Stored data:
%%

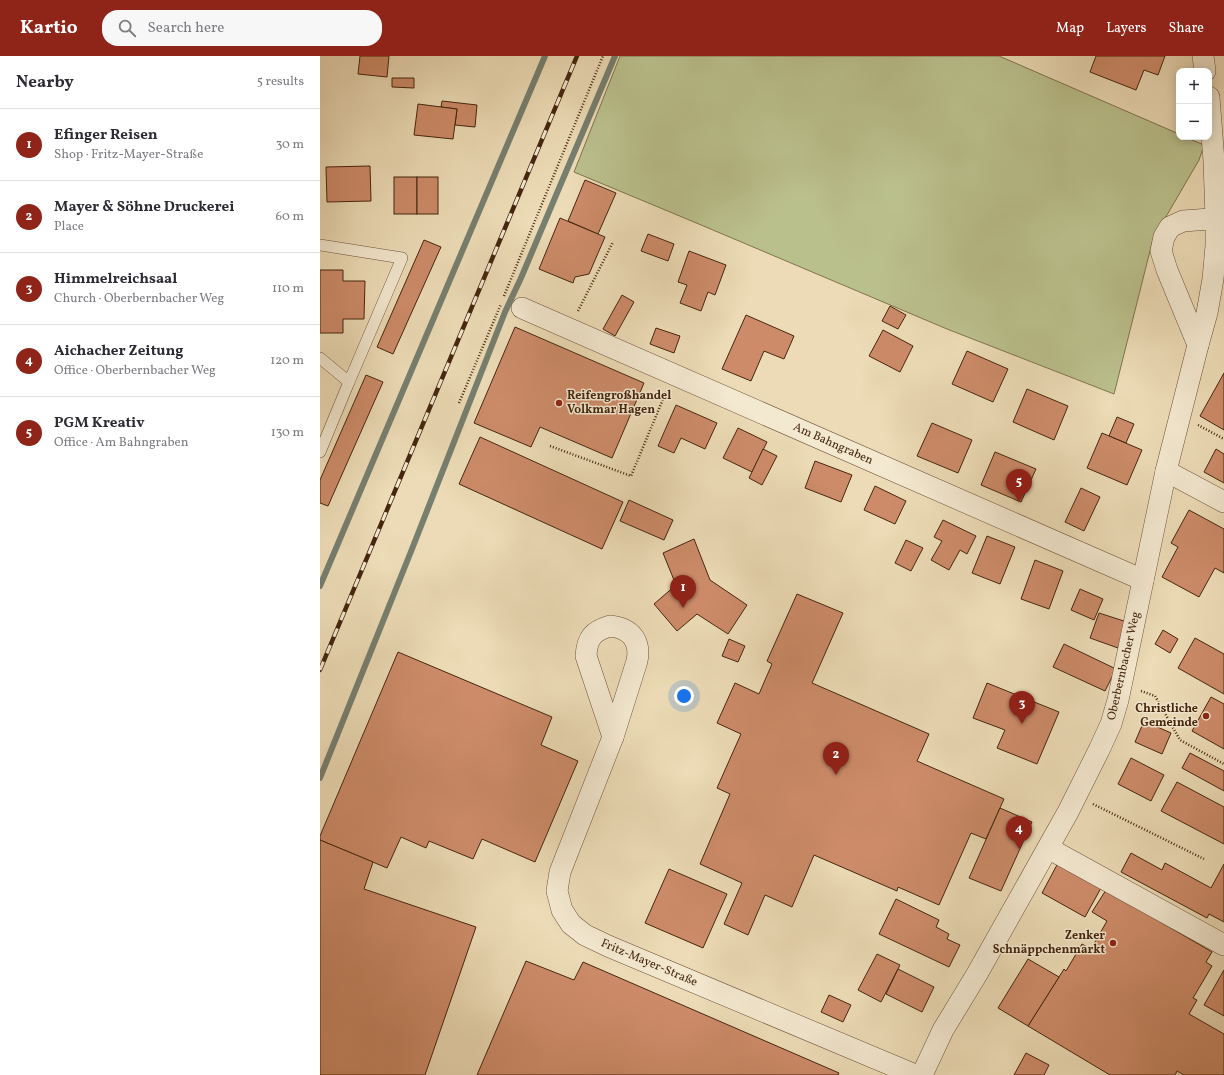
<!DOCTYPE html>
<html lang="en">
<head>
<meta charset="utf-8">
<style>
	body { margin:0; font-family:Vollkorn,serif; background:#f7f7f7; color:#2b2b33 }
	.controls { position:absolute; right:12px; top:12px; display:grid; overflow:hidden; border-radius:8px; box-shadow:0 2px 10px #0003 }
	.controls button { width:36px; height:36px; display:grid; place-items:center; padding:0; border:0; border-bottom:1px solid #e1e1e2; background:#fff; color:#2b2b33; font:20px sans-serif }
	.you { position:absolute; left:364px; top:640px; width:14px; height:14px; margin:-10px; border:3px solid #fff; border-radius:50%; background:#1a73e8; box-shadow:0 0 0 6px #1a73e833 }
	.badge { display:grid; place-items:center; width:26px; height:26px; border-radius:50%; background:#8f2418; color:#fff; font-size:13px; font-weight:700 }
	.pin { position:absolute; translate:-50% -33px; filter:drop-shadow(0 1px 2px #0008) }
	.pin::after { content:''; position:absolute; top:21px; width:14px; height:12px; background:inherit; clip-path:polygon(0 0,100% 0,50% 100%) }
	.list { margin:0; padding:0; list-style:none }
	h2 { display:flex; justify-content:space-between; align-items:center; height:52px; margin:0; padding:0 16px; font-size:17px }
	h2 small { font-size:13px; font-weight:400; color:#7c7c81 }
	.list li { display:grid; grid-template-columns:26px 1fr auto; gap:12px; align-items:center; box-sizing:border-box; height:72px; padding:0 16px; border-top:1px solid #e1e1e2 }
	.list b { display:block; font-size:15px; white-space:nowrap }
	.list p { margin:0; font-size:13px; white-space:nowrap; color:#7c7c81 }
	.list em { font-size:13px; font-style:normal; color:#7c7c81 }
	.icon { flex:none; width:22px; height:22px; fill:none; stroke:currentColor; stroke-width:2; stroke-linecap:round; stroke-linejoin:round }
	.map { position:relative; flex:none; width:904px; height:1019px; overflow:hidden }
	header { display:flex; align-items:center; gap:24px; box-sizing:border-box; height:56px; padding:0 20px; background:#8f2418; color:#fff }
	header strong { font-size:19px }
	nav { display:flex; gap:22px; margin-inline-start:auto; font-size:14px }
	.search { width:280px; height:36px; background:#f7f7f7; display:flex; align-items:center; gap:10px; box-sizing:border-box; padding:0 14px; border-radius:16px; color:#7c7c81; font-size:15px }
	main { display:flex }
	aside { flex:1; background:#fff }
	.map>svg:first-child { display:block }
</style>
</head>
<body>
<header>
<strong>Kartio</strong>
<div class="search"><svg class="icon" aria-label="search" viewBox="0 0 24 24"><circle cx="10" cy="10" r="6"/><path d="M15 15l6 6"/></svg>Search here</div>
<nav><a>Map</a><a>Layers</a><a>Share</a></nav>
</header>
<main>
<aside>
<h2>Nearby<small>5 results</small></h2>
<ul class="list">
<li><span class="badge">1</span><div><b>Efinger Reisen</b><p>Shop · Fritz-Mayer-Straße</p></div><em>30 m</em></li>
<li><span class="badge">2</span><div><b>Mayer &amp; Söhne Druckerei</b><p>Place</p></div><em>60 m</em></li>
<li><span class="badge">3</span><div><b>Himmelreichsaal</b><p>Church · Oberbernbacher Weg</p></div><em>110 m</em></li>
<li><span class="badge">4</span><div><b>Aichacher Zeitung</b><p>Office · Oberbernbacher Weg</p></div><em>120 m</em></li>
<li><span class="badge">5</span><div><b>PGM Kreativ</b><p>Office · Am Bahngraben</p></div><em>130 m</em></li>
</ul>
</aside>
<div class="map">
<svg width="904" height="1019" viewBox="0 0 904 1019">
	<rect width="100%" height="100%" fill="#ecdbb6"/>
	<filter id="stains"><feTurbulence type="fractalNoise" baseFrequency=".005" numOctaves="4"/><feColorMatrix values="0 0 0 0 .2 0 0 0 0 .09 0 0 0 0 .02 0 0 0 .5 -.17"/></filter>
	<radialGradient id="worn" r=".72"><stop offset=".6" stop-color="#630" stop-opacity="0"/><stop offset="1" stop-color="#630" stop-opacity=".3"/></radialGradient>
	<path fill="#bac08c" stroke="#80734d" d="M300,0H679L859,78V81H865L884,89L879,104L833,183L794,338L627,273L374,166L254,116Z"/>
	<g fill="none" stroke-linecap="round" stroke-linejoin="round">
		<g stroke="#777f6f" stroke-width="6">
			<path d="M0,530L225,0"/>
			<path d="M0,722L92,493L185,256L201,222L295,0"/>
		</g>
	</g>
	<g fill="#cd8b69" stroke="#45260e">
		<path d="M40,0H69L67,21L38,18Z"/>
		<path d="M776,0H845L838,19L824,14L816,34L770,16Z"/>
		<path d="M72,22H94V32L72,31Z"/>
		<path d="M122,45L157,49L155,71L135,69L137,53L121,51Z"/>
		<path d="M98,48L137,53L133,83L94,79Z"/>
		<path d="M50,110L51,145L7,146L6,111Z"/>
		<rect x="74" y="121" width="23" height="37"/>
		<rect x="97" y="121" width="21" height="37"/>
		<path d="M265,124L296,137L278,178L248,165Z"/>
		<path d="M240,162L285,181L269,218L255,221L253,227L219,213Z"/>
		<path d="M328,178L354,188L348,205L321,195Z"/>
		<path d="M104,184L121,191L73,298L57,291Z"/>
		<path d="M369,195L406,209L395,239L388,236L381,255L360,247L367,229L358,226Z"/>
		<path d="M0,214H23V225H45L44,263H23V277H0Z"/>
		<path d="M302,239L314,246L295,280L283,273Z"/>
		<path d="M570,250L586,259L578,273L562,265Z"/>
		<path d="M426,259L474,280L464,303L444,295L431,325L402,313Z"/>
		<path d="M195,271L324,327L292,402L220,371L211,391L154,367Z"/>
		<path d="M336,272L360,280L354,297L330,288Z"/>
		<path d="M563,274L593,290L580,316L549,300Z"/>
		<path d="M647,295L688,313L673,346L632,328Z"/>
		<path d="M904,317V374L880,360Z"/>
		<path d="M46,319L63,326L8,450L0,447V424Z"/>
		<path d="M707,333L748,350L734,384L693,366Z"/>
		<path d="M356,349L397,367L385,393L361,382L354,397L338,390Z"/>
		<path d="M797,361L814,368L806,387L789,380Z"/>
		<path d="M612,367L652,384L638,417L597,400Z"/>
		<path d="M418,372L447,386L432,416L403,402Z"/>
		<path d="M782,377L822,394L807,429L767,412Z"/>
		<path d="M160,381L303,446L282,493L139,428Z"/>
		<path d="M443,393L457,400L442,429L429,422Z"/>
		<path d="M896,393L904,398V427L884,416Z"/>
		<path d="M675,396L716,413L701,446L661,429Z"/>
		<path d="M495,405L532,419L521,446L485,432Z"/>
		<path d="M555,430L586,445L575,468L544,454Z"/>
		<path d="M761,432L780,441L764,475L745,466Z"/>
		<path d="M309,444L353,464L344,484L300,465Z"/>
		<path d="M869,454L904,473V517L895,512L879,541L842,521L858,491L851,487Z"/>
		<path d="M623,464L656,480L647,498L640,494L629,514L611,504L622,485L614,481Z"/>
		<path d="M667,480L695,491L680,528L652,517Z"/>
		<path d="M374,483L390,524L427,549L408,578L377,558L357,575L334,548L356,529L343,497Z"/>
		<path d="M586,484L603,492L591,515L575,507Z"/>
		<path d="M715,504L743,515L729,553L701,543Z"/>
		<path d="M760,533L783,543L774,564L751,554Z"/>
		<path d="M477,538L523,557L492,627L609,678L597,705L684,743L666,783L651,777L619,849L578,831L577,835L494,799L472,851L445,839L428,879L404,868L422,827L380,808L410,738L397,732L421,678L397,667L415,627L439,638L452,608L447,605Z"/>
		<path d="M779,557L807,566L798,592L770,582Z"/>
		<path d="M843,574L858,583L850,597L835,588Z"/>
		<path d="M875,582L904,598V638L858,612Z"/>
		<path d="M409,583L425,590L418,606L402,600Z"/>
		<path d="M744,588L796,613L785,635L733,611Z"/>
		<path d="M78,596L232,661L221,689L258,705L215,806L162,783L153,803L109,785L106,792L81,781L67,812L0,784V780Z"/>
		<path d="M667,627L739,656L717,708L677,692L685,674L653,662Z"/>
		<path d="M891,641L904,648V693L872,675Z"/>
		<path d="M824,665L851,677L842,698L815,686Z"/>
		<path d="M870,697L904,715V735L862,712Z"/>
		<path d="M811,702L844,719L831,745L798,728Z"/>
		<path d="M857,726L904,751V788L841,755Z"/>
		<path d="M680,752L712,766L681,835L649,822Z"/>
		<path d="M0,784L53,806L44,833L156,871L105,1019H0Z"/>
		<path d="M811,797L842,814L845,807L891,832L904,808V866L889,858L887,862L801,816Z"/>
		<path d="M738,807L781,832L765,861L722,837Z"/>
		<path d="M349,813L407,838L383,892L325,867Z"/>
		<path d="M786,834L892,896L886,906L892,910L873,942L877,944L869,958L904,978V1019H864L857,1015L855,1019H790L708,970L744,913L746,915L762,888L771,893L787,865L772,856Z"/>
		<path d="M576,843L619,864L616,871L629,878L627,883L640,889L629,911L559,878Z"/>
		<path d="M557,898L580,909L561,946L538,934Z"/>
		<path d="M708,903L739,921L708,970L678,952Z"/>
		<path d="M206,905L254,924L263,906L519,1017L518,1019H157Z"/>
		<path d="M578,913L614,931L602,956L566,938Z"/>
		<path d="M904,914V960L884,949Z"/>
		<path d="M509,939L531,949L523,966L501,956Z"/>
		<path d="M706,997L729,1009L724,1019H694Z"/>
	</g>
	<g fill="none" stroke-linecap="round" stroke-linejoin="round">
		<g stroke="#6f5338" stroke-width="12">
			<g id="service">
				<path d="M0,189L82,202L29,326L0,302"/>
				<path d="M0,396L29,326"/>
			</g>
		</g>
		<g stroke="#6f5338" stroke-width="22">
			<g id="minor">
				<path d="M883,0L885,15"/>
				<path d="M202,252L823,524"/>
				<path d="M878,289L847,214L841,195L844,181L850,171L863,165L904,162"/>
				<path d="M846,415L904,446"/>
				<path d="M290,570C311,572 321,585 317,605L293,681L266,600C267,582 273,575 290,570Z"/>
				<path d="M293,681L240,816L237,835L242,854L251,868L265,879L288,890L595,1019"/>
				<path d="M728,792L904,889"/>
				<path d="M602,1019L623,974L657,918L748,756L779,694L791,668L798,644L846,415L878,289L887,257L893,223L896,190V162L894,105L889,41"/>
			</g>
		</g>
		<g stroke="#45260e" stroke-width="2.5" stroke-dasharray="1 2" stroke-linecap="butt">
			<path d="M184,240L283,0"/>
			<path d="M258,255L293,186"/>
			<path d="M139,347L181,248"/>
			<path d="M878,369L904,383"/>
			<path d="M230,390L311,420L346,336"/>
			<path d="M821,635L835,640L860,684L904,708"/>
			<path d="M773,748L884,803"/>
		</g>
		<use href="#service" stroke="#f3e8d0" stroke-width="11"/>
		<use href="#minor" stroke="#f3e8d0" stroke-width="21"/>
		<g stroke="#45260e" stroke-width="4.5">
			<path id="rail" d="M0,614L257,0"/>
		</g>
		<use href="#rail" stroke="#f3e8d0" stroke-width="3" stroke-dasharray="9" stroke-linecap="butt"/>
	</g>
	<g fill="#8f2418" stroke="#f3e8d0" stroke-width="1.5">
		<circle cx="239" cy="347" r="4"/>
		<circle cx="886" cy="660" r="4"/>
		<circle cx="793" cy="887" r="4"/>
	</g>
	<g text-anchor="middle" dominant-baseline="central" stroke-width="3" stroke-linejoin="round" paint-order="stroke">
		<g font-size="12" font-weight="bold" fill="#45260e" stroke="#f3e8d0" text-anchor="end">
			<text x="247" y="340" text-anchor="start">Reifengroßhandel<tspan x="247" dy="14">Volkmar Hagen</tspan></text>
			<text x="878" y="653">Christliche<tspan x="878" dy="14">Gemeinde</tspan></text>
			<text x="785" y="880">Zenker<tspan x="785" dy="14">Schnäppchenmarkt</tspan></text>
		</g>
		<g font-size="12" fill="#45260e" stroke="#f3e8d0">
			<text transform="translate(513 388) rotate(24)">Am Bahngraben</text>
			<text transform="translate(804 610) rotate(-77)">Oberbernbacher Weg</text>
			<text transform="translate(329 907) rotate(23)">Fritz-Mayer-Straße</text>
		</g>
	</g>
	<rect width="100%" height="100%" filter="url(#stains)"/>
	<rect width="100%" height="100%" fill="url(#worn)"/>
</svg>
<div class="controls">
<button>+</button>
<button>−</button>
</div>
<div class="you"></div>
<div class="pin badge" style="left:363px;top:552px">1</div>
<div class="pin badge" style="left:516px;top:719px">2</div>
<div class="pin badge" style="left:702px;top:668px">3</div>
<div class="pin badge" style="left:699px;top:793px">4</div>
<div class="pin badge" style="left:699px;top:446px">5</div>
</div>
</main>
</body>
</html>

%%
%%

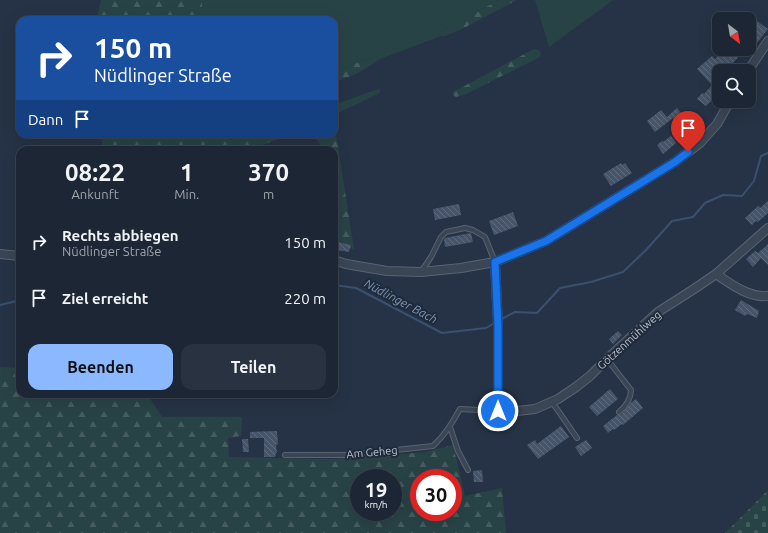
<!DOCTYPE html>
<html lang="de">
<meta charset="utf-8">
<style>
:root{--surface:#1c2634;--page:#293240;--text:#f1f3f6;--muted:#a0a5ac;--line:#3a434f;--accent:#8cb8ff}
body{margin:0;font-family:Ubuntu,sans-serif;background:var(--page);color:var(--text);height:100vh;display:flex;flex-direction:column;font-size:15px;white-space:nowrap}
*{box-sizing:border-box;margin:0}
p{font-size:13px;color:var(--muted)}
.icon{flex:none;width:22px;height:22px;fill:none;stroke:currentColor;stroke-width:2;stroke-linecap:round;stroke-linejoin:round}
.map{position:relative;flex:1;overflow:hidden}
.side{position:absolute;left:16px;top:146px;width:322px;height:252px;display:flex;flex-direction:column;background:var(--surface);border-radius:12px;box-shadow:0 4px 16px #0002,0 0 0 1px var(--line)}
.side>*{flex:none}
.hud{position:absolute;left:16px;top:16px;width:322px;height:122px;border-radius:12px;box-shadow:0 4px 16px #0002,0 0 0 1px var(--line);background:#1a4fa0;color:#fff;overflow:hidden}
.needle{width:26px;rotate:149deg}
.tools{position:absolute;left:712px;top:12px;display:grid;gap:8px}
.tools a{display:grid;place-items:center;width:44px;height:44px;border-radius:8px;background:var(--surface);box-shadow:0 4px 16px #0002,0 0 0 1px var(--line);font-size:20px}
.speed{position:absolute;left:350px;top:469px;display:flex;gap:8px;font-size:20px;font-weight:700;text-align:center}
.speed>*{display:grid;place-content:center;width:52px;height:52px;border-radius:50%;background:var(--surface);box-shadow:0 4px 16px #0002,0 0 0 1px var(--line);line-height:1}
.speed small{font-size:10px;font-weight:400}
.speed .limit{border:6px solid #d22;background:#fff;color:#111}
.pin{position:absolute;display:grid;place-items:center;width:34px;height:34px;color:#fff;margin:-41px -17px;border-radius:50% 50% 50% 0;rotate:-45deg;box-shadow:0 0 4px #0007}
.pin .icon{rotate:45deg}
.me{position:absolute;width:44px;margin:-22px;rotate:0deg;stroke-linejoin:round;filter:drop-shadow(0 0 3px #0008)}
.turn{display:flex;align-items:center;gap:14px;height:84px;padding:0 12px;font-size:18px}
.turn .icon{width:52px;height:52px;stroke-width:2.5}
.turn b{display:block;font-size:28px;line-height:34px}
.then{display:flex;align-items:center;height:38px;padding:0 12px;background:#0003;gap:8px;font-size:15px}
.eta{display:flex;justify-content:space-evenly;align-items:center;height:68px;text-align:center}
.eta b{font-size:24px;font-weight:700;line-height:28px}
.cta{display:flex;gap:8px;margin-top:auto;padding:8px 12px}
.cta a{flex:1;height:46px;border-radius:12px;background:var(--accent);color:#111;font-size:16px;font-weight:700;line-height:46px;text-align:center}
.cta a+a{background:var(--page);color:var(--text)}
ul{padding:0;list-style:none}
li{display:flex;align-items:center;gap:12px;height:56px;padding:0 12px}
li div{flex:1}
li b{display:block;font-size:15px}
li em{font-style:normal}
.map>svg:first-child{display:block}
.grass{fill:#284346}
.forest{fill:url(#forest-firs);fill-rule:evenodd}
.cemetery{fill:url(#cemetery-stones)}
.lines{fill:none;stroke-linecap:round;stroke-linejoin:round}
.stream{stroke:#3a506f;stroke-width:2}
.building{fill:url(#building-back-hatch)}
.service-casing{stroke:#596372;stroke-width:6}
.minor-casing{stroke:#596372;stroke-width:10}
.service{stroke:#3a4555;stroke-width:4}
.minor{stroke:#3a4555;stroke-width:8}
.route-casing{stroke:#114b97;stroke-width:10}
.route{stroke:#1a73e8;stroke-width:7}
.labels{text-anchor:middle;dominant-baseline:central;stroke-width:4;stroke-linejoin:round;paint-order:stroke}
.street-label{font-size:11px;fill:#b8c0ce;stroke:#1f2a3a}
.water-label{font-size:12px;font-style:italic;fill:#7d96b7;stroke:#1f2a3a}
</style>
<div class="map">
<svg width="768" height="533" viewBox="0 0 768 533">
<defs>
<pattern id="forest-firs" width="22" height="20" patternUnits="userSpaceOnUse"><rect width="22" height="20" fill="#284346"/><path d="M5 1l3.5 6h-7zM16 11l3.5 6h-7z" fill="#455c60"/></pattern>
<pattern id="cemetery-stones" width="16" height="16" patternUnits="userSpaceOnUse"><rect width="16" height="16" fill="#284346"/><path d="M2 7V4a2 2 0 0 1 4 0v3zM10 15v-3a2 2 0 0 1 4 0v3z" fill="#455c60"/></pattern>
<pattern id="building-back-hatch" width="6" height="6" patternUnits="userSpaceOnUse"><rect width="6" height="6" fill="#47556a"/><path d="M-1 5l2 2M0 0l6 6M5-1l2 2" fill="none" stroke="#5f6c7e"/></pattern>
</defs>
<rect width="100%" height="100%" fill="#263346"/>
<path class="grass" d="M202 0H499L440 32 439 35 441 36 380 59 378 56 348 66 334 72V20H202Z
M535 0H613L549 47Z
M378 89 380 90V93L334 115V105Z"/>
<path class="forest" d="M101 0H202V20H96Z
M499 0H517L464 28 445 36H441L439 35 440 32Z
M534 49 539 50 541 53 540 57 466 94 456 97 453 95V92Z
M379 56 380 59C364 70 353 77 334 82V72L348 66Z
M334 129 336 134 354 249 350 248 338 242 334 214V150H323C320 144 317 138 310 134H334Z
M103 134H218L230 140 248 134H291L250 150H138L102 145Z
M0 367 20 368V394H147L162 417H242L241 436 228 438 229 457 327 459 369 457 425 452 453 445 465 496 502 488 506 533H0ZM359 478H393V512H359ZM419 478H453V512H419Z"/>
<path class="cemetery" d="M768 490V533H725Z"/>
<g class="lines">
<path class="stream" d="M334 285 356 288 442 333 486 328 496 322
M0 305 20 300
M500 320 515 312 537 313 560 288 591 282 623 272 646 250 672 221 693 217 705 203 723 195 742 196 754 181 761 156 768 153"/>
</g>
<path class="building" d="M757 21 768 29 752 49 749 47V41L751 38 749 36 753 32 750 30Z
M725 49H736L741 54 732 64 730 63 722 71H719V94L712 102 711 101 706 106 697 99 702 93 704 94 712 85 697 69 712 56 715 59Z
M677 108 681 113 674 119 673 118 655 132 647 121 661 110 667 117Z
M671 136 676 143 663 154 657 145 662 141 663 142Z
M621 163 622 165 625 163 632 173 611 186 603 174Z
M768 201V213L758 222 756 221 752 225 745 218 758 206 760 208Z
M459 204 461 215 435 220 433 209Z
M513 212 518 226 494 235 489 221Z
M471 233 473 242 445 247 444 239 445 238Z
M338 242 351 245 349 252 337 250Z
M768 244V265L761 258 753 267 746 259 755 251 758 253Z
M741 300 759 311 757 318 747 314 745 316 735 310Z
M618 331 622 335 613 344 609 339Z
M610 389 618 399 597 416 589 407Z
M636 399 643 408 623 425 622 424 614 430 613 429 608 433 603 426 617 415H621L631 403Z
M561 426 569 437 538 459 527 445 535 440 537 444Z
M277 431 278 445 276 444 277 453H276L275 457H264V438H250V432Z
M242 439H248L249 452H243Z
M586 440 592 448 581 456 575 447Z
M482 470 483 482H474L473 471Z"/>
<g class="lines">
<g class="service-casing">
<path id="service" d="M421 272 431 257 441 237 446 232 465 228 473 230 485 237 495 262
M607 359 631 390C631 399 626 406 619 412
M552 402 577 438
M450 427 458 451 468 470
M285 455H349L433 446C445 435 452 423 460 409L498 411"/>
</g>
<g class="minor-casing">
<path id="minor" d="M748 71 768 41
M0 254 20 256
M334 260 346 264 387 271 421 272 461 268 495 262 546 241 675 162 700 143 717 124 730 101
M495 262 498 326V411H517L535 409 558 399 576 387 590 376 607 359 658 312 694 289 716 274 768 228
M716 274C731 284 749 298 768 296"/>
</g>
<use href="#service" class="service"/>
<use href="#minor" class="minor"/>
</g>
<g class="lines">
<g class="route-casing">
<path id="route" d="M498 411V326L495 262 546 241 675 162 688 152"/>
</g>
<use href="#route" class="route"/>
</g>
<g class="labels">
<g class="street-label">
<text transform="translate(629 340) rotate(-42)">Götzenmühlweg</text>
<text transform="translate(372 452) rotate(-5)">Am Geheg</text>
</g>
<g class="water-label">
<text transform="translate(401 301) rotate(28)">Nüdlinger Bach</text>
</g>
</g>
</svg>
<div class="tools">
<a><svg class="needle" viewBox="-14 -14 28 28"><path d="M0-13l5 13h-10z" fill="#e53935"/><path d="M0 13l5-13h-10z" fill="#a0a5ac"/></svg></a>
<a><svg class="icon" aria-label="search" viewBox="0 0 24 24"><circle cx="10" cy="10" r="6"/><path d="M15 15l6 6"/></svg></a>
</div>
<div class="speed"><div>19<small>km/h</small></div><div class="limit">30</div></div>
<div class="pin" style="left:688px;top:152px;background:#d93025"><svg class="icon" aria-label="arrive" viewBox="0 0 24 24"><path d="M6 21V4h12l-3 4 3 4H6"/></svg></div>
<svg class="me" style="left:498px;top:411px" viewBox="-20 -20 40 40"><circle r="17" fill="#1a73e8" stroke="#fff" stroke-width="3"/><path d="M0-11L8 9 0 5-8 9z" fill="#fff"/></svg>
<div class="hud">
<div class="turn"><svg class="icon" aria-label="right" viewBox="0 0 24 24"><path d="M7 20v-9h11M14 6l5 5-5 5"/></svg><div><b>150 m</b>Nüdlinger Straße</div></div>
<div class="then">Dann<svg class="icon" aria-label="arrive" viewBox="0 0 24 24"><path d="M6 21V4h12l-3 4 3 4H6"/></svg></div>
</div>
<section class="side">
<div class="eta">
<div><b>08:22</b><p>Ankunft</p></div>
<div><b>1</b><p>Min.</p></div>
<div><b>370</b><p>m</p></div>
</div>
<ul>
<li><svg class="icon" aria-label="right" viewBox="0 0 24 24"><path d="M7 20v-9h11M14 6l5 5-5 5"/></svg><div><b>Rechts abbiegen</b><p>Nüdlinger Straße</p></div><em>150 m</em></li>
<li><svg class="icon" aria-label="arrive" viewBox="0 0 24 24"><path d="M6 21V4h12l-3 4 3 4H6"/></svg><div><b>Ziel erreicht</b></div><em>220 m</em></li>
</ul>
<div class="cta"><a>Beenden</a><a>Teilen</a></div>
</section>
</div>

%%

Return every line holding the word "white" from the records.

__Completed exercise__.
	.list b { display:block; font-size:15px; white-space:nowrap }
	.list p { margin:0; font-size:13px; white-space:nowrap; color:#7c7c81 }
body{margin:0;font-family:Ubuntu,sans-serif;background:var(--page);color:var(--text);height:100vh;display:flex;flex-direction:column;font-size:15px;white-space:nowrap}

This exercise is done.